Поскольку Кёко не знала, что такое любовь, она ошибочно принимала её за скуку. Она проводила месяцы и дни, не видя Юити, и удивлялась, почему ей так скучно. Как чернила, пачкавшие её пальцы или платье, скука прилипала к ней повсюду.
Они миновали Цуруми, и, когда между желтыми складами рефрижераторного завода стало видно море, Кёко завизжала как ребенок:
– Ой! Океан!
Старый портовый паровоз проезжал между складами, таща груженые вагоны, и заслонил вид на море – восхищаться уже было нечем. Портовое небо ранней весной было запачкано сажей, дымом и лесом мачт.
Кёко была уверена, что те двое, что едут с ней, влюблены в нее, – это было её непоколебимое убеждение. Или только иллюзия?
Юити, наблюдавший за страстью женщины, нечувствительной, словно камень, когда его тело не могло ответить ей, пришёл к парадоксальному выводу, что, поскольку он не может сделать счастливой ни одну женщину, которая любит его, единственное, что ему по силам, – это сделать её несчастной. В результате он не чувствовал ни малейших угрызений совести от бесцельной мести, которую он приготовил для Кёко.
Они втроем вышли из машины перед маленьким магазинчиком, где продавалась материя для женских платьев, на углу иокогамского Чайнатауна. Здесь можно было дешево купить импортную ткань, поэтому Кёко приехала выбрать для себе материал для весеннего наряда. Она набрасывала ткани, которые ей нравились, себе на плечи одну за другой и шла смотреться в зеркало.
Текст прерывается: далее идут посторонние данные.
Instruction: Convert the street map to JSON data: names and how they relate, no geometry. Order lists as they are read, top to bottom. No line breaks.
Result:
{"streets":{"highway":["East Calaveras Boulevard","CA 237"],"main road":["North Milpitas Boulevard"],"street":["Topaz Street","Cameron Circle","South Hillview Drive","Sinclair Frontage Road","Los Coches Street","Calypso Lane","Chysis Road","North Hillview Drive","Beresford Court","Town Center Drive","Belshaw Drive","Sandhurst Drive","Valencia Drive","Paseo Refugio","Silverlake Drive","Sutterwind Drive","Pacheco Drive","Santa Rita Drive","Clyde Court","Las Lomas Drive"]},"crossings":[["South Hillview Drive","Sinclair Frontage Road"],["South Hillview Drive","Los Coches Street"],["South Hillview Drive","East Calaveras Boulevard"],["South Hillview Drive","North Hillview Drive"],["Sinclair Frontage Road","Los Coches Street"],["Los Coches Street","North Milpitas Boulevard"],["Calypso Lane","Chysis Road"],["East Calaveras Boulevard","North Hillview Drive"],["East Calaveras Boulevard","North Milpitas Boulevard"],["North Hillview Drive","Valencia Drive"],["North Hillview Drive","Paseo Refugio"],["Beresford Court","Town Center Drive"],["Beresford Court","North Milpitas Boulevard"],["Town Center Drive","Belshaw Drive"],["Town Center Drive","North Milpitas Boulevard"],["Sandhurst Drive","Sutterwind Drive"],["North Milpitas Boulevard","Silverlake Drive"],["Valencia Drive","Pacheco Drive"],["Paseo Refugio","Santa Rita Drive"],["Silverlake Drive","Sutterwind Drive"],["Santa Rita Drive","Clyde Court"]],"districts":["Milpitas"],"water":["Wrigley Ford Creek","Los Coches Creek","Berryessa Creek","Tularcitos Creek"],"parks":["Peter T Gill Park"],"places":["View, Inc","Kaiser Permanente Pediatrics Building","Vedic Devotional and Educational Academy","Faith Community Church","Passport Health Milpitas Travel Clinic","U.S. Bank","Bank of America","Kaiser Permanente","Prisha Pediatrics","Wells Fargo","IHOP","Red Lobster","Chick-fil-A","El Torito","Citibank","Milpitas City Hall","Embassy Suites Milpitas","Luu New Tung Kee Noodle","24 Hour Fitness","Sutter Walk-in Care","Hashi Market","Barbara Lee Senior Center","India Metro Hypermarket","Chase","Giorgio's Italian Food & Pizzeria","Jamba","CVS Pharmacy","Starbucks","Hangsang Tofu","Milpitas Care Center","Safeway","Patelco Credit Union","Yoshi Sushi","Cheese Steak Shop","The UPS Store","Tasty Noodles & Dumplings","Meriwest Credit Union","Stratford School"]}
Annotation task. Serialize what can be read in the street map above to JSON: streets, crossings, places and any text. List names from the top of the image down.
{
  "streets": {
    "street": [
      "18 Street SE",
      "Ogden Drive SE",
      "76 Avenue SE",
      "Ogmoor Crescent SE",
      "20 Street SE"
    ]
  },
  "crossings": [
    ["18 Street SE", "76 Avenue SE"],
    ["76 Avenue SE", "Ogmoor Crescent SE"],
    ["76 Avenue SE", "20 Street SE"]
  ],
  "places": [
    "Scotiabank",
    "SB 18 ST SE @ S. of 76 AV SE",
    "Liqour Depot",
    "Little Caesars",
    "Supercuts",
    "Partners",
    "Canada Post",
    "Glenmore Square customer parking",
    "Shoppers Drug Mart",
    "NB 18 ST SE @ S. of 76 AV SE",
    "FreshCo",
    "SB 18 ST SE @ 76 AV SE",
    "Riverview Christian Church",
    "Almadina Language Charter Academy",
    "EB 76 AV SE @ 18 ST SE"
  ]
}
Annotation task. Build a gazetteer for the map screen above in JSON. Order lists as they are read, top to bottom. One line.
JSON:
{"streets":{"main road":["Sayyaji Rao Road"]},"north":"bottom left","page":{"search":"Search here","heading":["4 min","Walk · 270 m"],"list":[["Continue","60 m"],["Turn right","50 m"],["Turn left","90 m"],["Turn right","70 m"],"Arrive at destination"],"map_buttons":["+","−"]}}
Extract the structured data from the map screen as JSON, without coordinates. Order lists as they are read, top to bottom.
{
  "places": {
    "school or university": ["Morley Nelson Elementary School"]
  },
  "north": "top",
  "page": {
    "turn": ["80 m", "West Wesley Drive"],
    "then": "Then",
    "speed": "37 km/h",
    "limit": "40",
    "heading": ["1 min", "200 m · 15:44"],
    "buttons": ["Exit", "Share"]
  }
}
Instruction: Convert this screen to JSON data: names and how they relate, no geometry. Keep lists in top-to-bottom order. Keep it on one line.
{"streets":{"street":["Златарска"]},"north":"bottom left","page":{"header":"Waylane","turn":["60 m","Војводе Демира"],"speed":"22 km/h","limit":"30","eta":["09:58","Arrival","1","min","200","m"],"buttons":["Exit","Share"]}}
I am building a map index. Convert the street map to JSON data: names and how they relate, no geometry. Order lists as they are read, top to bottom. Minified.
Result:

После этого она выходила к Намики и Юити и спрашивала:
– Как на ваш взгляд?
Мужчины поддразнивая её, комментировали:
– Если ты выйдешь отсюда с красной материей через плечо, все быки сойдут с ума.
Кёко пересмотрела более двадцати отрезов, но ей ничего не понравилось, и она ушла без покупки. Они поднялись на второй этаж ресторана «Банкаро» , где подавались китайские блюда, и все трое заказали ранний ужин. Во время разговора Кёко попросила передать тарелку, стоящую перед Юити:
– Кузен Ю-тян, будь добр…
Он не мог не заметить выражения лица Намики, когда она неожиданно произнесла эту фразу.
Этот безвкусно разодетый молодой человек слегка скривил уголки губ, циничная улыбка пробежала по его смуглому лицу. Затем он перевел взгляд с Кёко на Юити и ловко сменил тему разговора. Он заговорил о футбольном матче, проводимом в колледже Юити, о том, как играл в футбол, когда сам учился в колледже.
Было понятно, что он разгадал её хитрость с самого начала. Более того, он просто простил их обоих. Выражение лица Кёко в это время было забавным. Кроме того, чувствовалось её напряжение при словах: «Кузен Ю-тян, будь добр…» Это выдавало тот факт, что такая оговорка сделана намеренно. Невинное выражение её лица, как у презираемой всеми женщины, почти вызывало жалость.
«Никто в этом мире не любит Кёко», – подумал Юити. Холодное сердце этого юноши, который не мог любить женщин, оправдывало тот факт, что никто не любит эту женщину, также отсутствие у него самого каких-то чувств к ней, кроме желания сделать её несчастной. К тому же он не мог удержаться от сожаления, что она уже была несчастна и без его помощи.
После посещения танцзала «Клифсайд» рядом с портом они вернулись к машине и поехали по автомагистрали Кэйхин назад в Токио. Кёко тихо проговорила:
– Не сердись. Господин Намики действительно только друг.
Юити молчал. Кёко опечалилась, она чувствовала, что он все равно ей не верит.